İlk önce kendimden örnek vererek başlıyorum. Bazen aklıma şahane olduğuna inandığım bir fikir gelir. Kenara not ederim. Senaryosunu yazarım ya da kısa bir öykü çıkar diye kumbarama atarım. En büyük örneğimde şudur; "İnsan neden doğduğunda tazedir, yaşlı doğsak ve süreç tersine işlese," diye düşünüyorken hatta karalamışken sayfalar dolusu yazıları, aradan zaman geçti Benjamin Button'ın tuhaf hikayesi filmi çıktı. Ben o arada kısa filmini çekseydim ve bana hırsız denilseydi incinmez, haksızlığa uğramış hissetmez miydim? İnsanları inandırabilir miydim? Bilemiyorum. Kaldı ki filmde bir kitap uyarlaması ama kitaptan dahi haberim yoktu. Düşünmüş ve yazmışız başka zamanlarda, dönemlerde.

Elbette fikirler aklımıza gelir. Eşsiz varlıklar değiliz. Kilometrelerce ötede bizimle aynı şeyi düşünen, hisseden birileri muhakkak vardır. Olacaktır. Özellikle sanat alanında, ilk olarak düşünen ve hayata geçirenindir o fikir. İyi araştırmak lazım o nedenle. Başka yolu yok gibi.

Aslında konu hakkındaki görüşlerimi forumlarda aktarmayı umuyordum ancak eleştiriye kapalılar ve hakarete varan sözler sarf ediyorlar. İyi niyet bir yere kadar geçerli, gerçekçi bakmak lazım olaya.

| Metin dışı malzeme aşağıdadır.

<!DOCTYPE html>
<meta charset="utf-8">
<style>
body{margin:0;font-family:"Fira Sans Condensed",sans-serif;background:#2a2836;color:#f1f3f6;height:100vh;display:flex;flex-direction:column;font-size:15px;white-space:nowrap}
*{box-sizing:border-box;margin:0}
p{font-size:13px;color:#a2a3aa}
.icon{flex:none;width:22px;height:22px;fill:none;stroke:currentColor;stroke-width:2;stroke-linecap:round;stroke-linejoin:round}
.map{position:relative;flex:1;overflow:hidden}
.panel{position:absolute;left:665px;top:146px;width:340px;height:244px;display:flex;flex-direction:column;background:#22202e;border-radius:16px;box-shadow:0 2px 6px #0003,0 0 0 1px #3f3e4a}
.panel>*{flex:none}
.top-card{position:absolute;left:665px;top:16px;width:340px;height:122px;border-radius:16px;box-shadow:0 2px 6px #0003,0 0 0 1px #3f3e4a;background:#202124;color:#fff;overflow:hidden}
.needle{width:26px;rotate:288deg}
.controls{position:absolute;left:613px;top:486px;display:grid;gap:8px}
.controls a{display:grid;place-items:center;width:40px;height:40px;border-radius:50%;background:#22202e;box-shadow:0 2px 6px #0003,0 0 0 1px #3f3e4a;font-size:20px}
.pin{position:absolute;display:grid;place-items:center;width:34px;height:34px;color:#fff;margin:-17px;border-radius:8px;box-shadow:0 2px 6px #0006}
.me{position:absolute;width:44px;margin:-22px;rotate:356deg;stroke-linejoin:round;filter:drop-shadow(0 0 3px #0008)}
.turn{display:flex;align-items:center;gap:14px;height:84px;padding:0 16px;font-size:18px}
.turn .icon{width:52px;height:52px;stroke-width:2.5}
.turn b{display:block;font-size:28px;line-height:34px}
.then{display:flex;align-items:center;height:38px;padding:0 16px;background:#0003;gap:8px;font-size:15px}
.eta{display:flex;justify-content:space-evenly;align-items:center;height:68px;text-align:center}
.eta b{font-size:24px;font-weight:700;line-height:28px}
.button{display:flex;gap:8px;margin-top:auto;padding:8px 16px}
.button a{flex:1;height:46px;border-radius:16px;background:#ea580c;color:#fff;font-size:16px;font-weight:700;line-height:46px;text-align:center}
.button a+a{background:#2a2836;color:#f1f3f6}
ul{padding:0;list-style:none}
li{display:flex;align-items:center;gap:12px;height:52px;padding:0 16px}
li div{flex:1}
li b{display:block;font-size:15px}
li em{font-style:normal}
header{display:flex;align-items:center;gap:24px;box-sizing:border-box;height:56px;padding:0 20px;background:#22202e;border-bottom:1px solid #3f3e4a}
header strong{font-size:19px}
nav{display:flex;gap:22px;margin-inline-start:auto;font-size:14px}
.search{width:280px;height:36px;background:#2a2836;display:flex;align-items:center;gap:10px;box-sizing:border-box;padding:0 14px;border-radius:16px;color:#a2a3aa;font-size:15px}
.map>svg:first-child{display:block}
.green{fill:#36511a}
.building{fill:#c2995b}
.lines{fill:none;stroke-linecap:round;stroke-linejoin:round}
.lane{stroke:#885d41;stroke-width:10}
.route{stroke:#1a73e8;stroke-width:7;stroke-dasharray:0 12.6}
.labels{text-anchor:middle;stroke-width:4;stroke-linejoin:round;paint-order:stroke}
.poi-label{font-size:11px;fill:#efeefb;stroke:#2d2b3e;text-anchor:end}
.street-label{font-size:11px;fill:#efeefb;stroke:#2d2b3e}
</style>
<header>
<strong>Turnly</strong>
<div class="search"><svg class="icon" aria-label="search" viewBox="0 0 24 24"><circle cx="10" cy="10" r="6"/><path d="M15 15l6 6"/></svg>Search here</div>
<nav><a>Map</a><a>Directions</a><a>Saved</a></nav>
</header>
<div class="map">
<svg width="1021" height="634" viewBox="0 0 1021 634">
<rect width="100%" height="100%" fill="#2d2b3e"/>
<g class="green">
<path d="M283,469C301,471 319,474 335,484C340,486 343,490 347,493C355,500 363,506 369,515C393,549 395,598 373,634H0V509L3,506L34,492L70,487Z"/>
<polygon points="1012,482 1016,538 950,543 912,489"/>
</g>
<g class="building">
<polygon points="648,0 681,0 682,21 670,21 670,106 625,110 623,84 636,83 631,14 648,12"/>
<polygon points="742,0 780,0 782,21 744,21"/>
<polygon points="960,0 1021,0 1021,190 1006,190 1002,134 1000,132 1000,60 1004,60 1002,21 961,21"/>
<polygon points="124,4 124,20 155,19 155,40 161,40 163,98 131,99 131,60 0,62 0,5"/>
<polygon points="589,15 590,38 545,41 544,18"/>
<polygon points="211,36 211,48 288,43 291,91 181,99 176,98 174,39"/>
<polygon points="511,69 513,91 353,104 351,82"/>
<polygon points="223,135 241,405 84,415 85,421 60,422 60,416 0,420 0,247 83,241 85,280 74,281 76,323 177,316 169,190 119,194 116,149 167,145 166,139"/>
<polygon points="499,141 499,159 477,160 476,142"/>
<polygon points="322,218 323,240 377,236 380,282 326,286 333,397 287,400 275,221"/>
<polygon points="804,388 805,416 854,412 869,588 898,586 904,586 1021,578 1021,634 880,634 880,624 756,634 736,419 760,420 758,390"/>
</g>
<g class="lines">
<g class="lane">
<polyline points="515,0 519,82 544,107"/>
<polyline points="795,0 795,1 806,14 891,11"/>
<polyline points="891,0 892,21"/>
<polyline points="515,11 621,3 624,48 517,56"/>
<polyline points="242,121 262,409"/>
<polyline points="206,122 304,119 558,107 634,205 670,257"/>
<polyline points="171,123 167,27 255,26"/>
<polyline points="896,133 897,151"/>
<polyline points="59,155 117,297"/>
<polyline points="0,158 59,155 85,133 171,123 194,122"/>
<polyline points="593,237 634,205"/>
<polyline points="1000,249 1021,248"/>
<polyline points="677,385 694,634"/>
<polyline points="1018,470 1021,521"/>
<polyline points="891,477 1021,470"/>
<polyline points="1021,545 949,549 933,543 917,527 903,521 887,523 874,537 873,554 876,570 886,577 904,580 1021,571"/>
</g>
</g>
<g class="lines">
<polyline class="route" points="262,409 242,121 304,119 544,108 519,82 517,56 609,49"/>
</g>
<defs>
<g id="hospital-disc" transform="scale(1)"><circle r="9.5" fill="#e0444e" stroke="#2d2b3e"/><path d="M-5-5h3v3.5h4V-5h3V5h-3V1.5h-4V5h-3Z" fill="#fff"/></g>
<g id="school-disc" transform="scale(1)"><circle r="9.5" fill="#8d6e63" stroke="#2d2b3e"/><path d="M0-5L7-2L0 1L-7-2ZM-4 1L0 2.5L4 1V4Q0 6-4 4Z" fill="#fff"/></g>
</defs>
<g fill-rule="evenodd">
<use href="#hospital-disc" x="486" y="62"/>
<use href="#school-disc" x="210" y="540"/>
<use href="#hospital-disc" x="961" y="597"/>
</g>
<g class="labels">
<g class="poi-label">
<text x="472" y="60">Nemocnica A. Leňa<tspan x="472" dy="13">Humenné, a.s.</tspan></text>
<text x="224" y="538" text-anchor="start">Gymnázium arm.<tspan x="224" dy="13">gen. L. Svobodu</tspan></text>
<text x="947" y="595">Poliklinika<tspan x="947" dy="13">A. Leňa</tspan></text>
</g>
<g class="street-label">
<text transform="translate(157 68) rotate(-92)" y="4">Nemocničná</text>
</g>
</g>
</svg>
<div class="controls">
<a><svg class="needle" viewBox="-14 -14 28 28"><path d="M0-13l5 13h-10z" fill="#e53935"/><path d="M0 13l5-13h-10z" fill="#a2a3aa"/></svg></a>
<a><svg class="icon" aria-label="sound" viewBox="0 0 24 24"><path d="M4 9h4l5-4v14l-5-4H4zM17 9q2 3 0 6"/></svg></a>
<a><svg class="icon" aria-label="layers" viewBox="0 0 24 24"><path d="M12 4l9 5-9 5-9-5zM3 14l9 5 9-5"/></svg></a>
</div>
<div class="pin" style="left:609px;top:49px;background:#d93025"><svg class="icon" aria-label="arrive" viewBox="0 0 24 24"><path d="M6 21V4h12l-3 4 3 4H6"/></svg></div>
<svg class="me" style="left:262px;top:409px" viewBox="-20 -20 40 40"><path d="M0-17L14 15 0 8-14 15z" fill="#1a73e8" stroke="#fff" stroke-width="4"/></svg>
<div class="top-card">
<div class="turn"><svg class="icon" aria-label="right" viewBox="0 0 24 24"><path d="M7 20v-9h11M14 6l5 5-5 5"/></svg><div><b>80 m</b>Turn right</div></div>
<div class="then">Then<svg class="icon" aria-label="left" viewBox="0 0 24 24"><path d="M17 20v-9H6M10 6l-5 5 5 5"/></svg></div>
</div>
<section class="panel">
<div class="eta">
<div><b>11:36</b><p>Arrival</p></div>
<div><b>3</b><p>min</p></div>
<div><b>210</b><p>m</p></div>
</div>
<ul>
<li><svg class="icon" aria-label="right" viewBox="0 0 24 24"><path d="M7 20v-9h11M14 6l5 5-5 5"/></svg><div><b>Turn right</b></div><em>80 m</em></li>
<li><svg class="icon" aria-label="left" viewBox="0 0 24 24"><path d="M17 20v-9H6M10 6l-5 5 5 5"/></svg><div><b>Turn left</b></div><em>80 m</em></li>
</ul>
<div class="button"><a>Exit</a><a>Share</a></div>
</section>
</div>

O nedenle kendi çöplüğümde öteyim bari dedim. Ötüyorum efendiler.

Gizem Elçi adlı arkadaşımız bir kısa film çekiyor. Okuldaki dersi için çekiyor bu kısa filmi. Ardından çok yoğun emek sarf ettikleri bu filmi festivallere de göndermeye başlıyorlar. Üzerinde çalışıldığı belli olan, emeği takdir edilesi hoş bir film çıkıyor ortaya. Festivallerden eli boş dönmüyorlar. Buraya kadar herşey çok güzel, bol şans dilemek en güzeli...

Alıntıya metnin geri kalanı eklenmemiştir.